It is a pleasure to serve under your chairmanship, Mr Robertson. If I have my phone, wallet or car stolen, they are insured and can be replaced, virtually on a like-for-like basis. It would be frustrating, inconvenient, I would be angry and annoyed. Naturally, I would want the thief to face the full force of the law. However, if Clemmie, my nine-year-old Jack Russell, Peppy, my seven-year-old Labrador, or Ebony, my four-year-old Labrador were stolen, they could not be replaced. They are an integral part of my family, individual in character and each providing a unique and special companionship to me and to members of my family.

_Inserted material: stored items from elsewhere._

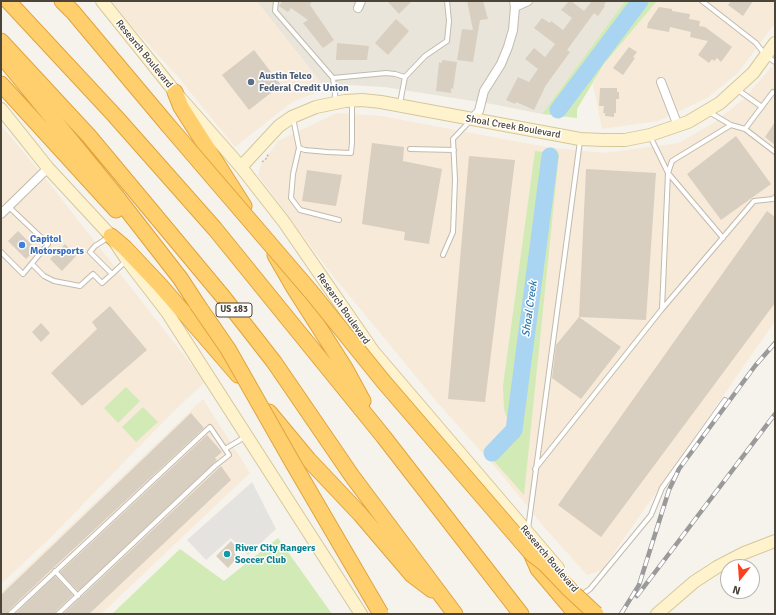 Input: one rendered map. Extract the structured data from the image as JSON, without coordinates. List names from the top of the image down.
{
  "streets": {
    "highway": ["US 183"],
    "main road": ["Research Boulevard", "Shoal Creek Boulevard"]
  },
  "crossings": [
    ["Research Boulevard", "Shoal Creek Boulevard"]
  ],
  "water": ["Shoal Creek"],
  "places": ["Austin Telco Federal Credit Union", "Capitol Motorsports", "River City Rangers Soccer Club"],
  "north": "bottom"
} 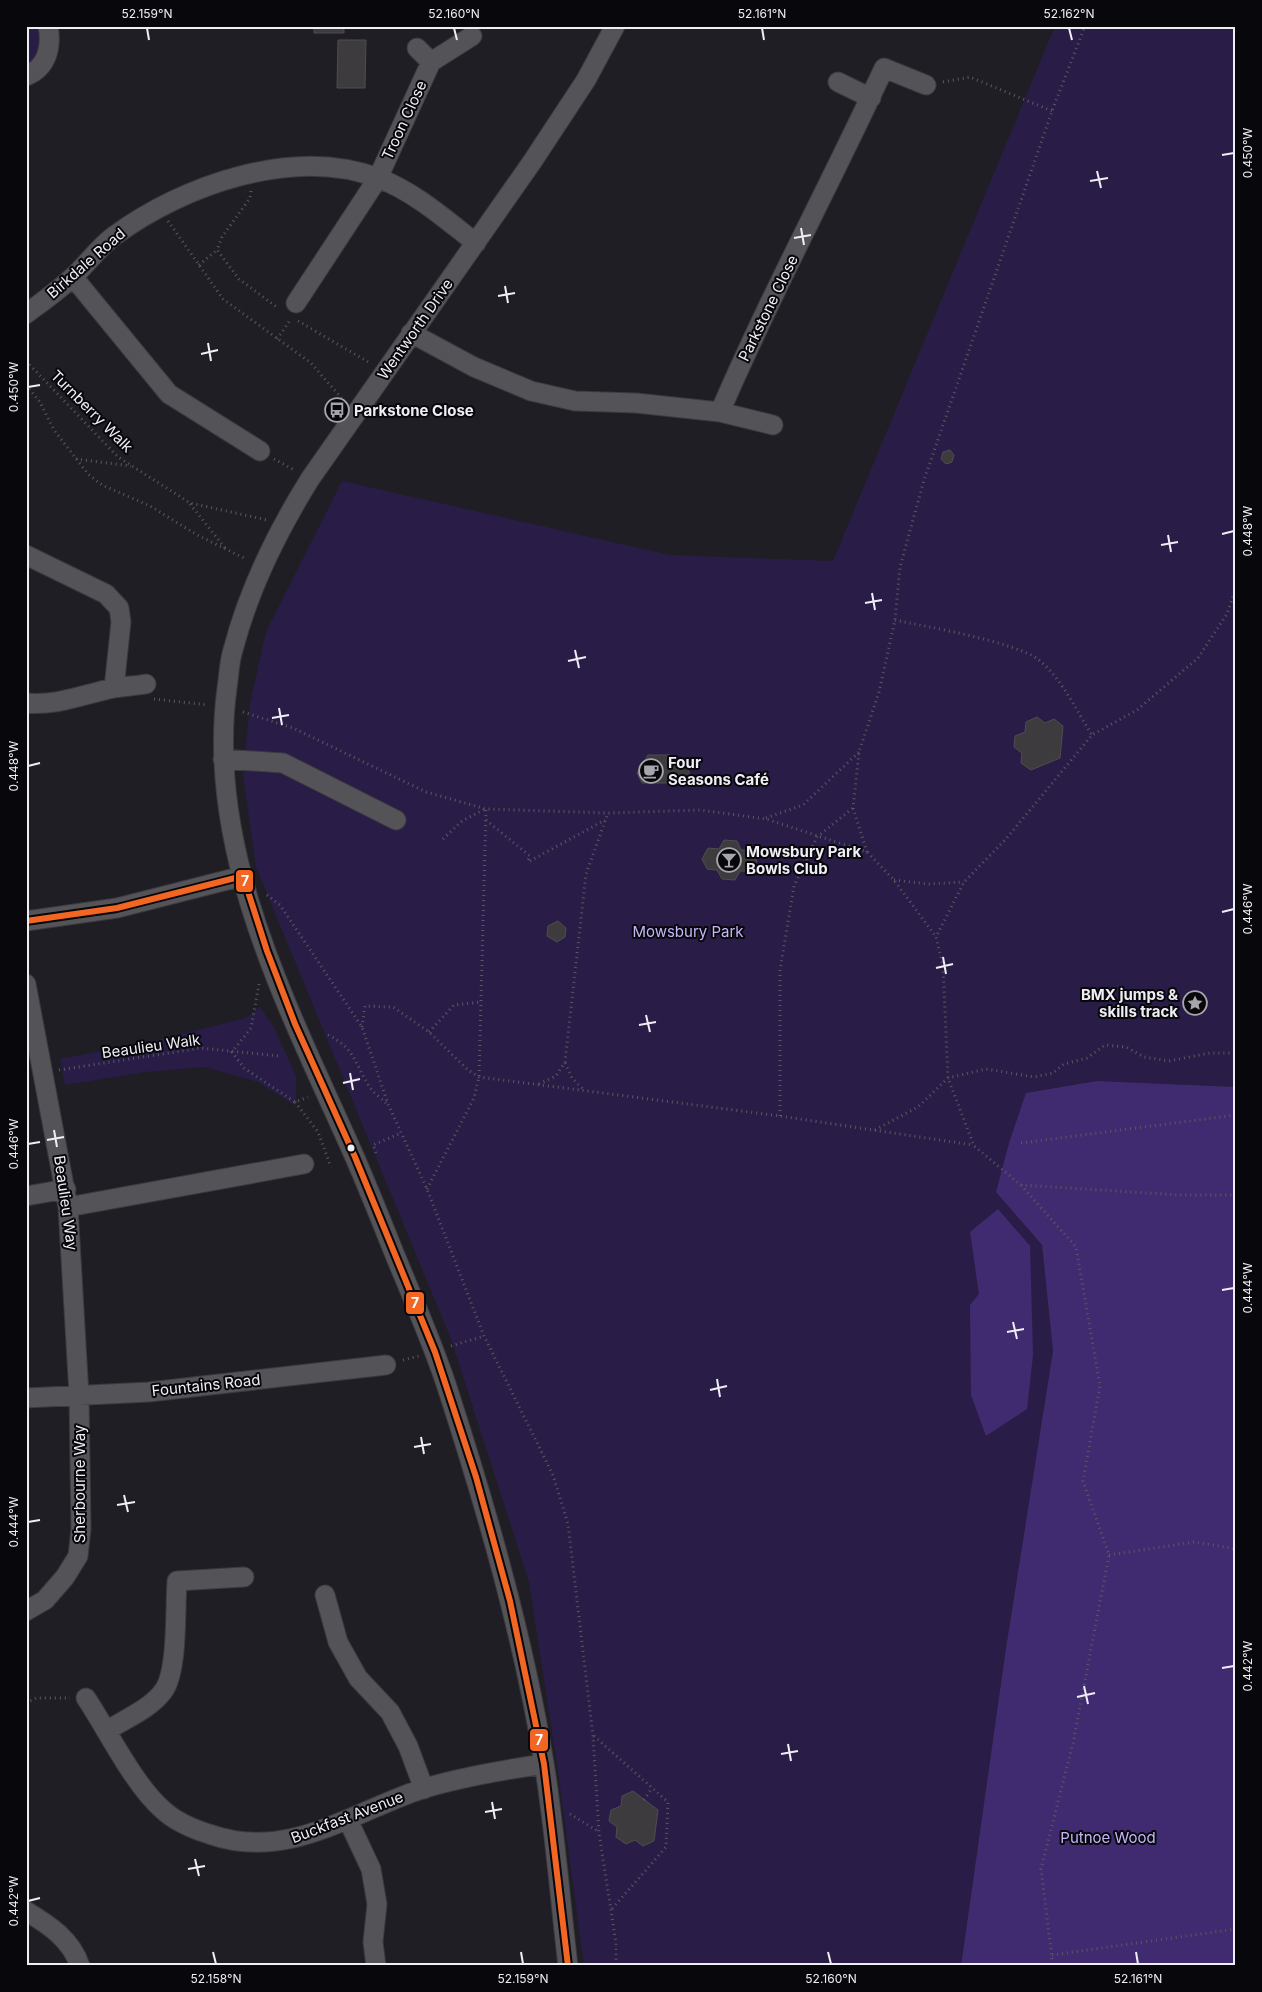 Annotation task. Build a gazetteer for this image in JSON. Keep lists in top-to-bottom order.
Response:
{
  "streets": {
    "street": [
      "Troon Close",
      "Birkdale Road",
      "Parkstone Close",
      "Wentworth Drive",
      "Beaulieu Way",
      "Fountains Road",
      "Sherbourne Way",
      "Buckfast Avenue"
    ],
    "path": ["Turnberry Walk", "Beaulieu Walk"]
  },
  "crossings": [
    ["Troon Close", "Birkdale Road"],
    ["Birkdale Road", "Wentworth Drive"],
    ["Wentworth Drive", "Turnberry Walk"],
    ["Wentworth Drive", "Buckfast Avenue"],
    ["Beaulieu Walk", "Beaulieu Way"],
    ["Beaulieu Way", "Fountains Road"],
    ["Beaulieu Way", "Sherbourne Way"],
    ["Fountains Road", "Sherbourne Way"]
  ],
  "parks": ["Mowsbury Park", "Putnoe Wood"],
  "places": {
    "bus stop": ["Parkstone Close"],
    "cafe": ["Four Seasons Café"],
    "bar": ["Mowsbury Park Bowls Club"],
    "place": ["BMX jumps & skills track"]
  },
  "lines": ["transit line 7"],
  "coordinates": [
    "52.159°N",
    "52.160°N",
    "52.161°N",
    "52.162°N",
    "0.450°W",
    "0.448°W",
    "0.446°W",
    "0.444°W",
    "0.442°W",
    "52.158°N"
  ]
}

I congratulate my hon. Friend Tom Hunt on bringing today’s debate to Westminster Hall, and I am pleased that the Petitions Committee has given us time to debate the topic, which affects many of our constituents. Between these two petitions, almost 500 signatures came from my constituency of Darlington, and I thank those constituents who took time to voice their concerns. I know that many more of my constituents are dog owners who, like me, consider their four-legged friends to be part of their family. The theft of a pet is already a criminal offence under the Theft Act 1968, with a maximum penalty of seven years’ imprisonment. However, only one in five pets are ever returned to their owners. With over 2,000 dogs stolen every year, there remain over 1,600 families who lose that member, never to be seen again. It is tragic and we should do more.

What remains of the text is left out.